So I was looking at the putnam problem of the day and have a question on the rules of the scenario presented:
Prove that the points of an isosceles triangle of side length 1 cannot be colored in four colors such that no two points at distance at least $2 - \sqrt 2$ from each other receive the same color.
After some initial tinkering it seems like it can occur which makes me think I'm not understanding the rules of the game. See figure 1.
Here is a link to an image of my set up.
My set up: Segments $AB$ and $BC$ have length 1, and $B$ is a right angle, which makes $AC = \sqrt 2$. $[A, D)$ is color 1, $[D, B)$ is color 2, $[B, C)$ is color 3, and $[C, A)$ is color 4.
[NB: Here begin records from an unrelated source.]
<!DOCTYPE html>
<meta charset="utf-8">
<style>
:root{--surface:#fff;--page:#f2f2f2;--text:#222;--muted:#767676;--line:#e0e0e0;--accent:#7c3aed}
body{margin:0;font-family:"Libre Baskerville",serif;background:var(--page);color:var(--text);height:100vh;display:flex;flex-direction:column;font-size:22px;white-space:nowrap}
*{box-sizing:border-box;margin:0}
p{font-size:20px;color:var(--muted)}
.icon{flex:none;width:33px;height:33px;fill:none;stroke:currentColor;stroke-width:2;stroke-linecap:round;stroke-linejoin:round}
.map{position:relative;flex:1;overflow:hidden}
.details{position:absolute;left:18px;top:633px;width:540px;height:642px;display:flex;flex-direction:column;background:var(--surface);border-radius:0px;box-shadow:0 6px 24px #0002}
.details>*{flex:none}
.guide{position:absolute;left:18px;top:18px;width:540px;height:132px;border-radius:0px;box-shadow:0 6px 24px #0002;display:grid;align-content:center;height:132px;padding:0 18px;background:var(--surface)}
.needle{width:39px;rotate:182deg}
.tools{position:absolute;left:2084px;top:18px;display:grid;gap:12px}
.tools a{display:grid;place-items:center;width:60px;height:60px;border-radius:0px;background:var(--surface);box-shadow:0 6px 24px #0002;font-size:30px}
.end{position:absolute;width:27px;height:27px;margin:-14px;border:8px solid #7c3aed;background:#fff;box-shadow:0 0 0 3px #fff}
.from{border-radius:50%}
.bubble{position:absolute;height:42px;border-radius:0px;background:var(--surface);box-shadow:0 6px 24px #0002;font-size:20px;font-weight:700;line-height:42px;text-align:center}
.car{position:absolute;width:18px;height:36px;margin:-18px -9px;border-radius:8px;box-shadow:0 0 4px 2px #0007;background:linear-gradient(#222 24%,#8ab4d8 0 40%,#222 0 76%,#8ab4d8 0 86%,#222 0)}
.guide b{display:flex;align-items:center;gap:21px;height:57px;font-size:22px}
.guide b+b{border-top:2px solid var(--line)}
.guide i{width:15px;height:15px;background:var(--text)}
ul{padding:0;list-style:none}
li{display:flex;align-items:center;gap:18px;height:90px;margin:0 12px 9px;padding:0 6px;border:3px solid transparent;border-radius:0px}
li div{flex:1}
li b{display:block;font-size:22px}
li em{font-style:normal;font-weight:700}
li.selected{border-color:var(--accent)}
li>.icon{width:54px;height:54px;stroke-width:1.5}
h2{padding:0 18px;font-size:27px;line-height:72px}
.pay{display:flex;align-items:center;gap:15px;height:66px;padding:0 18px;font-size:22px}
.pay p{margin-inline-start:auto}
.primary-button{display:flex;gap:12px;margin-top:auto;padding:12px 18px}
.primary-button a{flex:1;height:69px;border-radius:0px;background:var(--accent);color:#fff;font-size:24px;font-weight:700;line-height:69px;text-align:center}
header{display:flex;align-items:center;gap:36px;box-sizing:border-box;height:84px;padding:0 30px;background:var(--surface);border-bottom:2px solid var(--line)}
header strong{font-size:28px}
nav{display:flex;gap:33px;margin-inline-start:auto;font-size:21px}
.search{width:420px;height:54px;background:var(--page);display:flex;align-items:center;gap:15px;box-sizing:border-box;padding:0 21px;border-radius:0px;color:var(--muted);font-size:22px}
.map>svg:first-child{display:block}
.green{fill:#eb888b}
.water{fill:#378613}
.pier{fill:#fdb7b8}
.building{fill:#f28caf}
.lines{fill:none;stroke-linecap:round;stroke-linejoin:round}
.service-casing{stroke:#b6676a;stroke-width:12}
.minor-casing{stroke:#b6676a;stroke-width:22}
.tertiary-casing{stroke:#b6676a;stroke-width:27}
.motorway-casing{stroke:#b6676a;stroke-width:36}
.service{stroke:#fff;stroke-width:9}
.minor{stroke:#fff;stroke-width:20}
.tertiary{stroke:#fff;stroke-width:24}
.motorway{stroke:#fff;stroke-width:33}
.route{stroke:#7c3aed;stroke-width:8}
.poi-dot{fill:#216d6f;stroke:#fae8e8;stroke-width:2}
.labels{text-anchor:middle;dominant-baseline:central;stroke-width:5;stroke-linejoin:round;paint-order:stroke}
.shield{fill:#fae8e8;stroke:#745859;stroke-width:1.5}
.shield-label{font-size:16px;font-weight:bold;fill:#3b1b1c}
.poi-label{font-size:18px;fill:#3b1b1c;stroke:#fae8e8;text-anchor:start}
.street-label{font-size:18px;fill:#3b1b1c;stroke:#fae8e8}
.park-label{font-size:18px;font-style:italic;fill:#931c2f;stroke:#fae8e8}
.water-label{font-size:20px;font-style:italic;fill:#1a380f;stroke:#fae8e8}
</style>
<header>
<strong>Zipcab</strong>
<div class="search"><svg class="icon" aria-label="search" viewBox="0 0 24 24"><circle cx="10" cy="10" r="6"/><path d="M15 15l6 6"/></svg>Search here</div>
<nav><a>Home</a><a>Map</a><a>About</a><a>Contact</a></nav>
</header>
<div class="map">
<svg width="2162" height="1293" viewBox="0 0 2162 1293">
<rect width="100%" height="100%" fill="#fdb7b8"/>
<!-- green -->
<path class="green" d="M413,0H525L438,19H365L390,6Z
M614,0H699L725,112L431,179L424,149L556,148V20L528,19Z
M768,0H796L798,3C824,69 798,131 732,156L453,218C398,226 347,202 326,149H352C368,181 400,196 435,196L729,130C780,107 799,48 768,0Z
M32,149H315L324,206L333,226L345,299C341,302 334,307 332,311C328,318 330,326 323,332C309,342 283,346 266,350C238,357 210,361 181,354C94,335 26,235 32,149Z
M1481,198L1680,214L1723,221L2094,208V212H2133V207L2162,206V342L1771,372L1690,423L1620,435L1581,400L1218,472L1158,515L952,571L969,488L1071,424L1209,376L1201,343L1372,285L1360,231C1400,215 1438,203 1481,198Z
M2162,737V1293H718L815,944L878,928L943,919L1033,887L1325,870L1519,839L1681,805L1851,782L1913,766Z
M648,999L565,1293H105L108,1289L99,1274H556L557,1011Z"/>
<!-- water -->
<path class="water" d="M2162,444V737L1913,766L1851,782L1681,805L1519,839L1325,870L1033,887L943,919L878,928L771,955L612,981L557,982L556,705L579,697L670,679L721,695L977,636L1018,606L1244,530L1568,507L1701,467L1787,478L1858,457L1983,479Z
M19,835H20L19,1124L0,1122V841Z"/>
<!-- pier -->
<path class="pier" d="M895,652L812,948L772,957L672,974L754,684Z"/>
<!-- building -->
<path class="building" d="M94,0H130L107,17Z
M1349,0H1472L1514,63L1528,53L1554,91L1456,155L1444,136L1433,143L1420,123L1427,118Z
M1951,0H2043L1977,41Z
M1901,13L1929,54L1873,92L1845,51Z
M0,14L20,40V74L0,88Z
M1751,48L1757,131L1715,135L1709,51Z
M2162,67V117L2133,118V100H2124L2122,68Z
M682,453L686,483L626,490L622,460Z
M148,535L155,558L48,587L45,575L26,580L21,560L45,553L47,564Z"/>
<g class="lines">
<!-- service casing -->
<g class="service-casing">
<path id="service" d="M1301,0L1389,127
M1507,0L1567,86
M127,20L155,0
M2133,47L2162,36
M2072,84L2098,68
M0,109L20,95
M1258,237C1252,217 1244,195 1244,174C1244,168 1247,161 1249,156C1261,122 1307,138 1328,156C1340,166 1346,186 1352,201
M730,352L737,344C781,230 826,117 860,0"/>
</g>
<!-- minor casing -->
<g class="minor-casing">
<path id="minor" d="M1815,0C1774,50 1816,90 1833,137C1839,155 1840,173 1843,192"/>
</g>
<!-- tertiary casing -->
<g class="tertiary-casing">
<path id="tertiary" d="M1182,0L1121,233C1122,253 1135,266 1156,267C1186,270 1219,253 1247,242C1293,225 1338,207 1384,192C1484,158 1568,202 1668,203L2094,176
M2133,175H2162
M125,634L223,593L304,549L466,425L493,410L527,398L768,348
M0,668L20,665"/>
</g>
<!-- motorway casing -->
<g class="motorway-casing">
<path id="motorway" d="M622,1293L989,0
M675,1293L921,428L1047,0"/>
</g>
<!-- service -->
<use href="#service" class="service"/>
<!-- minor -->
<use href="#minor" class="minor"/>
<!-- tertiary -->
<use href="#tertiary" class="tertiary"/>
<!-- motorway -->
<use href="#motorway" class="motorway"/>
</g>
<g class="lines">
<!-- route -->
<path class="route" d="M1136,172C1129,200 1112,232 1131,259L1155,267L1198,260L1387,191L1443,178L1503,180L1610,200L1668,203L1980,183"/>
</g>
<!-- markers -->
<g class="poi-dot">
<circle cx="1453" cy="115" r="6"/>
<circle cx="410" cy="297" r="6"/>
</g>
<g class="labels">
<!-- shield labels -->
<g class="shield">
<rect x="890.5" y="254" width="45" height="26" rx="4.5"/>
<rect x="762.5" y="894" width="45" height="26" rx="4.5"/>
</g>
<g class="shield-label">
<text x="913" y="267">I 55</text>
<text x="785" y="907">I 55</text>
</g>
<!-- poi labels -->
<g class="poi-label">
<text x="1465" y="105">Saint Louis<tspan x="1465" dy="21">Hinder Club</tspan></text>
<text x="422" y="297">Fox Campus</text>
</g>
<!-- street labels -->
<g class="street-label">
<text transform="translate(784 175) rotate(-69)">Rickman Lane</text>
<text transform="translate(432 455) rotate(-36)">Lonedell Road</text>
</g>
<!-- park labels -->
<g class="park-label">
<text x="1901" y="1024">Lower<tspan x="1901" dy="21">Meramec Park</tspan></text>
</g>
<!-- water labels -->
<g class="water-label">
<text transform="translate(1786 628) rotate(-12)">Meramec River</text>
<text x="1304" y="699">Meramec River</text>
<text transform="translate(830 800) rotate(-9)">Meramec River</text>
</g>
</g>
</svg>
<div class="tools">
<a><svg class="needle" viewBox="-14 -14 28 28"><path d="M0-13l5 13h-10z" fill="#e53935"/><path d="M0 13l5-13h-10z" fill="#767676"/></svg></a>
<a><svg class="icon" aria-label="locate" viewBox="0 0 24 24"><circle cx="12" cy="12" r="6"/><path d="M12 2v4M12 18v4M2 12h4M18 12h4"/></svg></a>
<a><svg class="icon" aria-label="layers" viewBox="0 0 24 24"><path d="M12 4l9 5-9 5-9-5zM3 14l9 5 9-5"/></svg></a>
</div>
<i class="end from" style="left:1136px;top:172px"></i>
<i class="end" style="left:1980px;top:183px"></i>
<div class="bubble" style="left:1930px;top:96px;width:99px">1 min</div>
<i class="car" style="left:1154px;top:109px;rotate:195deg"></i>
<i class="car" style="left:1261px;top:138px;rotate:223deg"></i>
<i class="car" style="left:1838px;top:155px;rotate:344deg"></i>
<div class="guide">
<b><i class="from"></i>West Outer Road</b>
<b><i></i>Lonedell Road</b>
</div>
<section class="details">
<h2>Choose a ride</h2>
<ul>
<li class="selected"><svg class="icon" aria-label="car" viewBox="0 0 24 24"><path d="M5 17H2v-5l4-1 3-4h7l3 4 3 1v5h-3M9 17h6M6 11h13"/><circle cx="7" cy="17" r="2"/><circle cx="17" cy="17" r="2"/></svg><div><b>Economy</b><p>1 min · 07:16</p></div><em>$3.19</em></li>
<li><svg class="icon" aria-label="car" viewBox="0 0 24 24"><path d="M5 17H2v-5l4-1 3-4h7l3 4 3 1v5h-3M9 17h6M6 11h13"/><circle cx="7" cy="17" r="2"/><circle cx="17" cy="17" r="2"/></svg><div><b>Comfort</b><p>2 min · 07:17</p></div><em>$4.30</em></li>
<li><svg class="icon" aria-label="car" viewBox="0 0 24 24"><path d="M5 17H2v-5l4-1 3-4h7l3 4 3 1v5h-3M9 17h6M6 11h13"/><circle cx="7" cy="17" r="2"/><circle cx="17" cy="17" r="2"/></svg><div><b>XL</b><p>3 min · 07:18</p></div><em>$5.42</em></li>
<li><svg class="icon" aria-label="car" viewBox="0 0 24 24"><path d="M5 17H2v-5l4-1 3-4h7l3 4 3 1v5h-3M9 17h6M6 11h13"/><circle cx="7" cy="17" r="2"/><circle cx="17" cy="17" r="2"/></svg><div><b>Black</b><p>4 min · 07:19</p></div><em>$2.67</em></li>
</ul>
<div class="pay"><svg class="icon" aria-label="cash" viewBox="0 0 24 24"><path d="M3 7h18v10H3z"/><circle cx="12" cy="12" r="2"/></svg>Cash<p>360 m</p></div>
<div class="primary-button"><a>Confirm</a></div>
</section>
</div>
But here it is easy find two points on $AC$ that are at least $2 – \sqrt 2$ apart. This tells me that I'm not understanding the rules of the game.
I don't want the answer, I just want to know what I'm missing.
A counterexample would need to be a coloring such that no two points at distance at least $2-\sqrt{2}$ from each other have the same color.
Your example doesn't qualify since, with your chosen coloring, all points on $[C,A)$ have the same color, and there are lots of pairs of points on $[C,A)$ which have distance at least $2-\sqrt{2}$ from each other.
Perhaps you were missing the word "cannot"?
The problem asks you to prove that for all colorings, something must be true.
You constructed a coloring where the something is true.
Thus, your coloring is not a counterexample, since the something is true, not false, and it's also not a proof, since one coloring where something is true doesn't prove that it's true for all colorings.